Today is the feast day of Juan Diego: the visionary of Mexico who received the apparition of Our Lady of Guadalupe in1531.
In Mysticism: The Nature and Development of Spiritual Consciousness, Evelyn Underhill has a chapter called “Voices and Visions.” Julian of Norwich was a visionary. So was Birgitta of Sweden, Hildegard of Bingen, Catherine of Siena, and Francis of Assisi. Receiving visions seems to be very much part of the stock in trade of the mystical life.
The prophet Joel, whom Peter quoted in his Pentecost sermon, said “It will come about after this that I will pour out My Spirit on all mankind; and your sons and daughters will prophesy, your old men will dream dreams, your young men will see visions.” Dreams and visions: are they merely the neon lights of the inner life? A yawning trap into which the gullible and naive and over-imaginative will inevitably fall? Or is there some real and important connection between being conscious of Divine presence and Union with God, and a heightened or altered experience of vision? While plenty of the “A list” mystics like those I mentioned above were truly supernatural visionaries, does this mean that all of us are called to receive such visions? Or can one be a true mystic in a much more humble and down to earth way?

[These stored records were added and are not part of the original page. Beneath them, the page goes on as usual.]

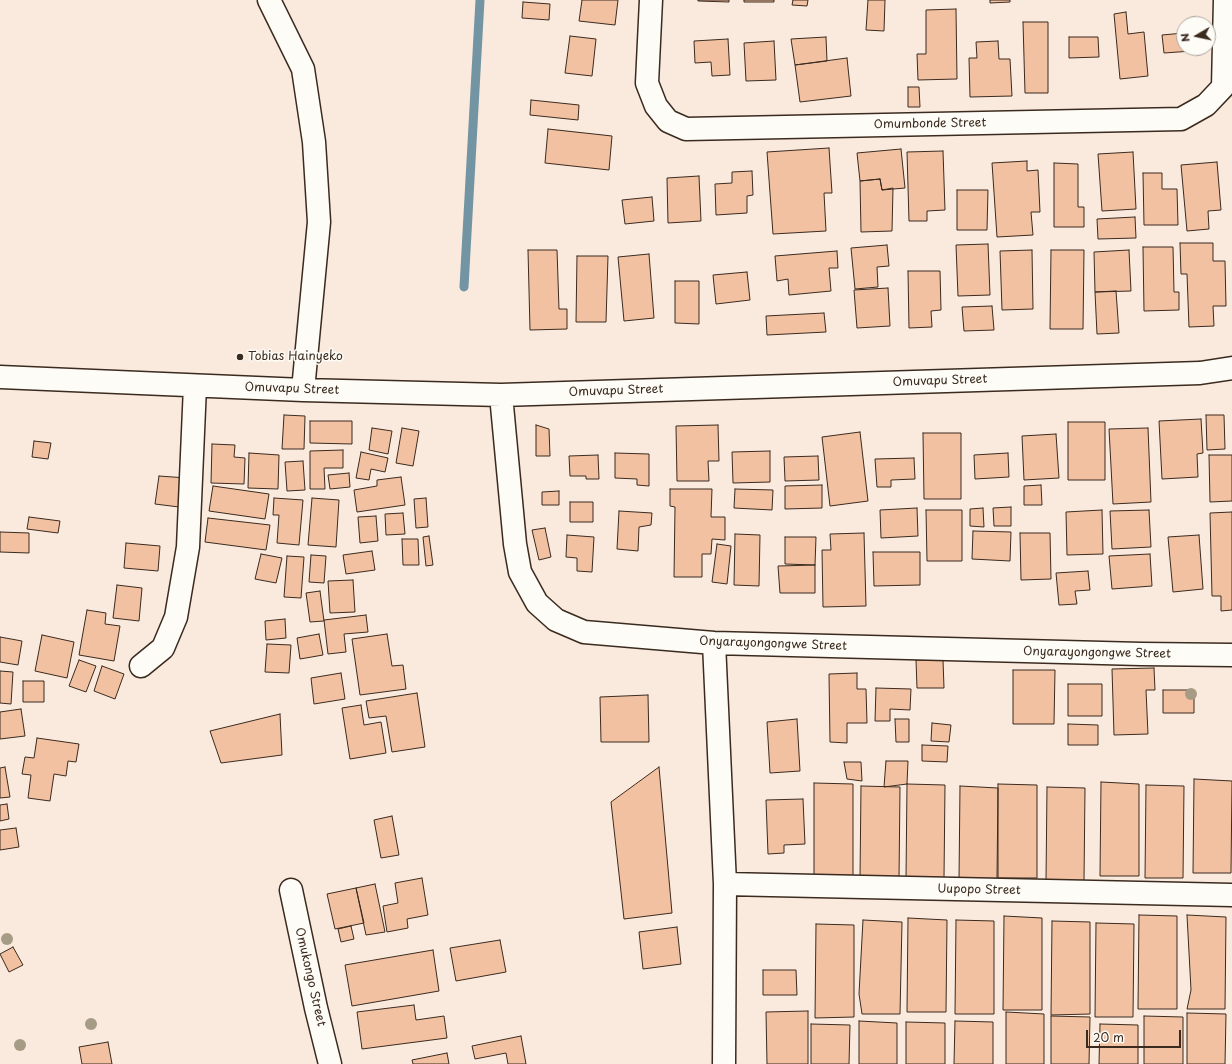 <!DOCTYPE html>
<style>
body{margin:0}
#map{position:relative;width:1232px;height:1064px;overflow:hidden;background:#faeade;font-family:"Playpen Sans",sans-serif}
canvas{display:block}
.north{position:absolute;left:1176px;top:16px;width:40px;height:40px;box-sizing:border-box;background:#fdfcf7;border:1px solid #afa8a0;border-radius:50%;rotate:261deg;font-size:11px;font-weight:700;line-height:16px;text-align:center;color:#3b2a1e}
.north::after{content:'';display:block;margin:auto;width:14px;height:18px;background:#3b2a1e;clip-path:polygon(50% 0,100% 100%,50% 72%,0 100%)}
.scale{position:absolute;left:1086px;top:1030px;width:95px;height:18px;box-sizing:border-box;border:2px solid #3b2a1e;border-top:0;padding-left:5px;font-size:12px;line-height:14px;white-space:nowrap;color:#3b2a1e;-webkit-text-stroke:3px #fdfcf7;paint-order:stroke}
</style>
<div id="map">
<canvas width="1232" height="1064"></canvas>
<div class="north">N</div>
<div class="scale">20 m</div>
</div>
<script>
const ctx = document.querySelector('canvas').getContext('2d');
ctx.lineJoin = 'round';
function shape(rows) {
  const path = new Path2D();
  for (const r of rows) {
    path.moveTo(r[0], r[1]);
    for (let i = 2; i < r.length; i += 2) path.lineTo(r[i], r[i + 1]);
  }
  return path;
}
function trace(path, color, width, dash) {
  ctx.strokeStyle = color;
  ctx.lineWidth = width;
  ctx.lineCap = dash ? 'butt' : 'round';
  ctx.setLineDash(dash || []);
  ctx.stroke(path);
}
function paint(path, color) {
  ctx.fillStyle = color;
  ctx.fill(path, 'evenodd');
}
function label(font, color, halo, rows, align = 'center') {
  ctx.font = font + ' "Playpen Sans",sans-serif';
  ctx.lineWidth = 3;
  ctx.setLineDash([]);
  ctx.textBaseline = 'middle';
  ctx.strokeStyle = halo;
  ctx.fillStyle = color;
  for (const [text, x, y, turn = 0] of rows) {
    ctx.save();
    ctx.translate(x, y);
    ctx.rotate((+turn || 0) * Math.PI / 180);
    ctx.textAlign = isNaN(turn) ? turn : align;
    if (halo) ctx.strokeText(text, 0, 0);
    ctx.fillText(text, 0, 0);
    ctx.restore();
  }
}
const stream = shape([
 [464,287,480,0]
]);
const building = shape([
 [582,0,618,0,615,25,579,21,582,0],
 [698,0,729,0,729,2,698,1,698,0],
 [744,0,774,0,774,2,744,2,744,0],
 [793,0,808,0,807,6,792,5,793,0],
 [868,0,885,0,884,31,866,30,868,0],
 [990,0,1010,0,1010,2,990,3,990,0],
 [523,2,550,4,549,20,522,18,523,2],
 [956,9,957,79,918,80,917,54,926,54,926,10,956,9],
 [1126,12,1128,34,1144,32,1148,76,1120,79,1114,14,1126,12],
 [1023,22,1048,22,1048,93,1025,93,1023,22],
 [1184,33,1184,48,1191,48,1192,51,1164,53,1162,35,1184,33],
 [570,36,596,39,592,76,565,73,570,36],
 [826,37,827,61,795,65,791,39,826,37],
 [1069,37,1098,37,1099,57,1069,58,1069,37],
 [728,39,730,75,712,76,711,62,695,63,694,41,728,39],
 [774,41,776,80,746,81,744,43,774,41],
 [998,41,999,59,1010,59,1012,96,970,97,969,58,977,58,976,42,998,41],
 [847,58,851,96,800,102,795,65,847,58],
 [908,87,919,87,920,107,908,107,908,87],
 [531,100,579,105,578,120,530,115,531,100],
 [548,129,612,136,609,170,545,163,548,129],
 [829,148,832,193,824,193,826,231,773,234,767,152,829,148],
 [901,149,905,188,882,190,880,179,860,181,857,153,901,149],
 [943,151,945,210,927,211,927,221,909,221,907,152,943,151],
 [1133,152,1136,209,1102,211,1098,154,1133,152],
 [1027,161,1027,171,1038,170,1040,212,1031,212,1033,235,997,237,992,163,1027,161],
 [1217,162,1221,210,1208,211,1209,229,1187,231,1181,165,1217,162],
 [1054,163,1078,164,1078,207,1084,207,1084,227,1054,227,1054,163],
 [752,171,753,195,747,196,747,213,716,215,715,184,732,183,732,172,752,171],
 [1143,173,1162,173,1162,189,1177,189,1178,225,1144,225,1143,173],
 [699,176,701,221,668,223,667,178,699,176],
 [880,179,882,190,893,188,892,231,861,232,860,181,880,179],
 [957,190,988,190,987,230,957,230,957,190],
 [652,197,654,221,625,224,622,200,652,197],
 [1135,217,1136,238,1098,239,1097,219,1135,217],
 [1180,243,1213,243,1213,261,1225,261,1226,306,1213,306,1214,326,1189,327,1187,274,1181,274,1180,243],
 [988,244,990,295,958,296,956,245,988,244],
 [887,245,889,266,877,267,878,287,855,289,851,248,887,245],
 [1143,247,1173,247,1174,292,1179,292,1179,310,1144,311,1143,247],
 [528,250,557,250,559,309,567,309,567,329,530,330,528,250],
 [1032,250,1033,309,1002,310,1000,251,1032,250],
 [1051,250,1084,250,1083,329,1050,329,1051,250],
 [1129,250,1131,291,1095,292,1094,252,1129,250],
 [837,251,838,268,829,268,831,291,789,295,788,279,777,281,775,256,837,251],
 [649,254,654,318,624,321,618,257,649,254],
 [577,256,608,256,606,322,576,322,577,256],
 [908,271,940,271,941,310,931,311,932,327,909,328,908,271],
 [747,272,750,300,716,304,713,275,747,272],
 [675,281,699,281,699,324,675,323,675,281],
 [888,288,890,326,857,328,854,290,888,288],
 [1116,291,1119,333,1097,334,1095,292,1116,291],
 [992,306,994,330,964,331,962,307,992,306],
 [824,313,826,332,767,335,766,316,824,313],
 [284,415,305,416,304,449,282,449,284,415],
 [1206,415,1224,415,1225,449,1207,450,1206,415],
 [1201,419,1203,453,1197,454,1198,477,1162,479,1159,421,1201,419],
 [310,421,352,421,352,444,310,443,310,421],
 [1068,422,1105,422,1105,480,1068,480,1068,422],
 [536,425,549,429,550,456,536,456,536,425],
 [718,425,719,461,708,461,709,481,677,481,676,426,718,425],
 [372,428,392,431,388,454,369,450,372,428],
 [402,428,419,431,413,466,396,463,402,428],
 [1148,428,1151,502,1113,504,1109,429,1148,428],
 [860,432,868,501,830,506,822,437,860,432],
 [923,433,961,433,961,499,924,499,923,433],
 [1056,434,1059,478,1024,480,1022,436,1056,434],
 [34,441,51,443,48,459,32,457,34,441],
 [212,444,235,445,234,457,245,458,244,484,211,483,212,444],
 [343,450,343,468,324,468,325,489,310,489,310,451,343,450],
 [770,451,770,482,733,483,732,452,770,451],
 [361,452,388,458,385,472,371,469,369,480,356,478,361,452],
 [249,453,279,455,278,489,248,488,249,453],
 [615,453,649,454,649,486,637,485,637,479,615,478,615,453],
 [1008,453,1009,477,975,479,974,455,1008,453],
 [598,455,599,479,586,479,586,476,570,476,569,456,598,455],
 [1209,455,1232,455,1232,501,1210,502,1209,455],
 [818,456,819,480,785,481,784,457,818,456],
 [914,458,915,479,891,480,891,487,877,487,875,459,914,458],
 [303,461,305,490,287,491,285,462,303,461],
 [349,473,350,487,330,489,328,475,349,473],
 [159,476,187,478,179,507,155,504,159,476],
 [401,477,405,505,357,512,354,490,377,486,377,480,401,477],
 [822,485,822,508,785,509,785,486,822,485],
 [1041,485,1042,505,1024,505,1024,486,1041,485],
 [213,486,269,494,265,519,209,511,213,486],
 [670,489,712,489,711,517,725,517,725,540,712,539,711,554,702,554,702,577,674,577,675,507,670,506,670,489],
 [735,489,773,490,772,510,734,508,735,489],
 [559,491,559,505,542,505,542,492,559,491],
 [274,498,303,500,299,545,277,543,279,515,273,515,274,498],
 [312,498,339,500,336,547,308,545,312,498],
 [426,498,428,527,416,528,414,499,426,498],
 [570,502,593,502,593,522,570,522,570,502],
 [1011,507,1011,526,994,526,993,508,1011,507],
 [917,508,918,536,881,538,880,510,917,508],
 [983,508,984,527,970,526,970,509,983,508],
 [926,510,962,510,962,561,927,561,926,510],
 [1102,510,1103,554,1067,555,1066,512,1102,510],
 [1149,510,1151,547,1112,549,1110,511,1149,510],
 [619,511,652,513,651,525,639,527,638,551,617,549,619,511],
 [1232,512,1232,610,1221,611,1221,596,1212,596,1210,513,1232,512],
 [403,513,405,534,386,535,385,514,403,513],
 [376,516,378,541,360,543,358,517,376,516],
 [29,517,60,521,58,533,27,529,29,517],
 [208,518,270,525,266,550,205,542,208,518],
 [545,528,551,557,539,560,532,530,545,528],
 [973,531,1011,532,1010,561,972,559,973,531],
 [0,532,29,533,29,553,0,552,0,532],
 [864,533,866,606,823,607,822,550,831,550,830,534,864,533],
 [1020,533,1050,533,1051,579,1021,580,1020,533],
 [735,534,760,535,759,586,734,585,735,534],
 [567,535,594,537,592,572,577,571,577,558,566,557,567,535],
 [1199,535,1203,589,1173,592,1168,537,1199,535],
 [429,536,433,565,426,566,423,537,429,536],
 [785,537,816,537,815,565,785,564,785,537],
 [402,539,418,539,419,565,403,565,402,539],
 [126,543,160,546,158,571,124,568,126,543],
 [717,544,731,546,727,584,712,582,717,544],
 [372,551,375,570,346,574,343,555,372,551],
 [873,552,920,552,920,585,874,586,873,552],
 [261,554,282,558,276,583,255,579,261,554],
 [1150,554,1152,586,1112,589,1109,556,1150,554],
 [311,555,326,556,324,583,309,582,311,555],
 [287,556,304,557,301,598,284,597,287,556],
 [815,565,815,593,780,593,778,566,815,565],
 [1088,571,1090,590,1075,591,1077,604,1059,605,1056,573,1088,571],
 [353,580,355,612,330,613,328,581,353,580],
 [117,585,142,588,139,621,113,618,117,585],
 [320,591,324,621,310,622,306,593,320,591],
 [87,610,106,613,105,624,120,626,114,661,79,655,87,610],
 [366,615,368,632,344,634,346,652,328,654,324,620,366,615],
 [285,619,286,638,266,640,265,621,285,619],
 [319,634,323,655,300,659,297,638,319,634],
 [387,634,392,666,403,665,406,689,360,695,352,639,387,634],
 [42,635,74,642,67,678,35,671,42,635],
 [0,637,22,641,18,665,0,662,0,637],
 [267,644,291,645,289,673,265,672,267,644],
 [79,660,96,666,86,692,69,686,79,660],
 [916,660,943,660,944,688,917,688,916,660],
 [102,666,124,674,115,699,94,691,102,666],
 [1154,668,1155,690,1146,690,1148,734,1114,735,1112,669,1154,668],
 [1013,670,1055,670,1054,724,1013,724,1013,670],
 [0,671,13,672,11,704,0,703,0,671],
 [341,673,345,699,314,704,311,678,341,673],
 [857,673,857,689,866,689,867,723,847,723,847,743,830,742,829,674,857,673],
 [23,681,44,681,44,702,23,702,23,681],
 [1068,684,1102,684,1102,716,1068,716,1068,684],
 [876,688,911,689,910,710,890,709,890,721,875,721,876,688],
 [1163,690,1194,690,1194,713,1163,713,1163,690],
 [417,693,425,747,392,752,386,716,369,718,366,701,417,693],
 [648,695,649,742,601,742,600,697,648,695],
 [361,705,364,725,381,722,386,753,350,759,342,708,361,705],
 [21,709,25,736,0,739,0,712,21,709],
 [280,714,282,755,221,763,210,731,280,714],
 [797,719,800,771,770,773,767,722,797,719],
 [895,719,909,719,909,742,896,742,895,719],
 [932,723,951,725,949,742,931,741,932,723],
 [1068,724,1098,725,1098,745,1068,745,1068,724],
 [37,738,79,744,76,762,68,761,66,776,54,774,50,801,28,798,31,775,22,774,25,757,34,758,37,738],
 [922,745,948,746,947,762,922,761,922,745],
 [886,761,908,761,907,784,884,787,886,761],
 [844,762,861,762,862,781,847,779,844,762],
 [5,767,10,797,0,798,0,768,5,767],
 [659,767,672,913,624,919,611,802,659,767],
 [1194,779,1232,781,1231,873,1193,873,1194,779],
 [1101,782,1139,784,1139,876,1100,876,1101,782],
 [814,783,853,784,853,877,814,876,814,783],
 [907,784,945,785,944,878,906,878,907,784],
 [998,784,1037,785,1037,878,998,878,998,784],
 [1146,785,1184,786,1183,878,1145,878,1146,785],
 [861,786,900,787,899,880,860,879,861,786],
 [960,786,998,788,997,880,959,880,960,786],
 [1047,787,1085,788,1084,881,1046,881,1047,787],
 [803,799,805,844,784,845,784,853,768,854,766,800,803,799],
 [7,804,9,819,0,821,0,805,7,804],
 [392,816,399,855,381,858,374,820,392,816],
 [16,828,19,847,0,850,0,830,16,828],
 [422,878,428,915,407,919,408,928,387,932,383,906,398,903,395,883,422,878],
 [375,884,385,932,366,935,356,888,375,884],
 [356,888,364,923,335,929,327,894,356,888],
 [1139,915,1177,916,1177,1009,1138,1009,1139,915],
 [1187,915,1226,917,1225,1009,1187,1009,1191,990,1187,915],
 [1004,916,1042,918,1042,1010,1003,1010,1004,916],
 [908,918,947,920,946,1012,907,1012,908,918],
 [863,920,902,922,900,1014,862,1014,859,994,863,920],
 [956,920,994,921,994,1014,955,1014,956,920],
 [1052,921,1090,922,1090,1014,1051,1015,1052,921],
 [1096,923,1134,924,1133,1017,1095,1017,1096,923],
 [816,924,854,925,854,1017,815,1018,816,924],
 [351,926,354,939,341,942,338,929,351,926],
 [677,927,681,964,643,969,639,932,677,927],
 [500,940,506,972,456,981,450,948,500,940],
 [13,947,23,965,9,972,0,954,13,947],
 [433,950,439,991,352,1006,345,965,433,950],
 [763,970,796,970,797,995,763,995,763,970],
 [414,1005,416,1020,444,1016,447,1038,362,1049,357,1012,414,1005],
 [808,1011,808,1064,767,1064,766,1012,808,1011],
 [1006,1012,1044,1014,1044,1064,1006,1064,1006,1012],
 [1187,1013,1226,1014,1225,1064,1187,1064,1187,1013],
 [1051,1016,1090,1017,1089,1064,1051,1064,1051,1016],
 [1144,1016,1183,1017,1183,1064,1144,1064,1144,1016],
 [859,1021,897,1023,897,1064,859,1064,859,1021],
 [955,1021,993,1022,993,1064,954,1064,955,1021],
 [906,1022,945,1023,945,1064,906,1064,906,1022],
 [811,1024,850,1025,849,1064,811,1064,811,1024],
 [1100,1024,1138,1025,1138,1064,1099,1064,1100,1024],
 [521,1036,526,1064,508,1064,506,1053,475,1059,472,1046,521,1036],
 [108,1042,112,1064,82,1064,79,1047,108,1042],
 [447,1053,449,1064,413,1064,412,1060,447,1053]
]);
const minor = shape([
 [269,0,303,69,314,142,319,222,303,390],
 [651,0,647,83,656,106,668,121,686,129,1181,119,1206,105,1223,87,1225,0],
 [0,377,303,390,501,395,1200,373,1232,368],
 [501,395,515,544,520,572,537,603,556,620,584,632,714,643,1141,654,1232,655],
 [714,643,725,884,724,1064],
 [141,666,163,648,176,617,188,547,195,386],
 [725,884,1232,895],
 [291,890,316,1008,330,1064]
]);
const trees = [
 [1191,694],
 [7,939],
 [91,1024],
 [20,1045]
];
const markers = [
 [240,357,4,"#3b2a1e"]
];
const streetNames = [
 ["Omumbonde Street",930,124,-1],
 ["Omuvapu Street",940,381,-2],
 ["Omuvapu Street",292,389,2],
 ["Omuvapu Street",616,391,-2],
 ["Onyarayongongwe Street",773,644,2],
 ["Onyarayongongwe Street",1097,653,1],
 ["Uupopo Street",979,890,1],
 ["Omukongo Street",310,977,77]
];
const poiNames = [
 ["Tobias Hainyeko",248,357]
];
trace(stream, '#7394a2', 9);
paint(building, '#f2c1a2');
trace(building, '#3b2a1e', 1);
trace(minor, '#3b2a1e', 25);
trace(minor, '#fdfcf7', 22);
ctx.fillStyle = '#a69c86';
for (const [x, y] of trees) {
  ctx.beginPath();
  ctx.arc(x, y, 6, 0, 2 * Math.PI);
  ctx.fill();
}
for (const [x, y, r, color] of markers) {
  const dot = new Path2D();
  dot.arc(x, y, r, 0, 2 * Math.PI);
  ctx.fillStyle = color;
  ctx.fill(dot);
  trace(dot, '#fdfcf7', 1.5);
}
label('12px', '#3b2a1e', '#fdfcf7', streetNames);
label('12px', '#3b2a1e', '#fdfcf7', poiNames, 'left');
</script>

I’m pretty much an agnostic about all this. I rather agree with John of the Cross, who in the Ascent of Mount Carmel suggests that supernatural “apprehensions” or knowledge, while potentially a genuine blessing, is also fraught with both psychological and spiritual dangers, chief among them being the capacity for self-delusion, ego-inflation, and pride: the idea that “God has chosen me so therefore I must be really special.” John sensibly counsels his readers that “all heavenly visions, revelations, and feelings — or whatever else one may desire to think on — are not worth as much as the least act of humility… Consequently souls should not look for their happiness in these supernatual apprehensions, but should strive to forget them for the sake of being free.” Ah, yes. Do old men dream dreams and do young men (and women) have visions? You bet. But these things are less important than humility, charity, and true freedom in the Spirit.
I’ve always loved the idea that the Holy Spirit can break through our psychic defenses and bring to us knowledge or insight that can have a truly transformational impact on who we are and how we function in the world. And I believe such “interruptions” are possible, even in our hyper-cynical age. But I also believe that such things should be neither defended against, nor actively sought. After all, there are no guarantees: a true vision might be far more terrifying than comforting. In the meantime, so much wisdom and insight is available to us all, through the riches of Sacred Scripture and the writings of the saints and mystics, and through the ordinary work of trying to grow in humility, charity, and the virtues. We don’t need the “neon lights” of supernatural visions, most of us. And to me, this is cause for great thanksgiving.
Now, I titled this post “Vision” rather than “Visions.” And that is because, while I think for most aspiring contemplatives the question of supernatural visions is more of a potential distraction than anything else, there is still a pretty important relationship between mysticism and vision — as in “learning to see more clearly.” Perhaps what the contemplative life calls most of us to is not the dramatic experiences of a Hildegard or a Julian, but rather to a more gentle path of learning to see all things with the eyes of love. The more we learn to use our eyes (and our mind’s eye) to see with love and humility and compassion, the more we will grow in true mystical vision — even if what we “see” never has any whiff of the extraordinary or supernatural about it at all. For the contemplative life — what Richard Rohr calls in his newest book, “learning to see as the mystics see” — is both entirely down to earth and utterly transformational. It will help us to have a new vision: the vision of the mystics, which is nothing more nor less than learning to see ordinary things the way God sees them.
And that kind of seeing would be the most amazing vision of all. May God grant it to us all. Amen.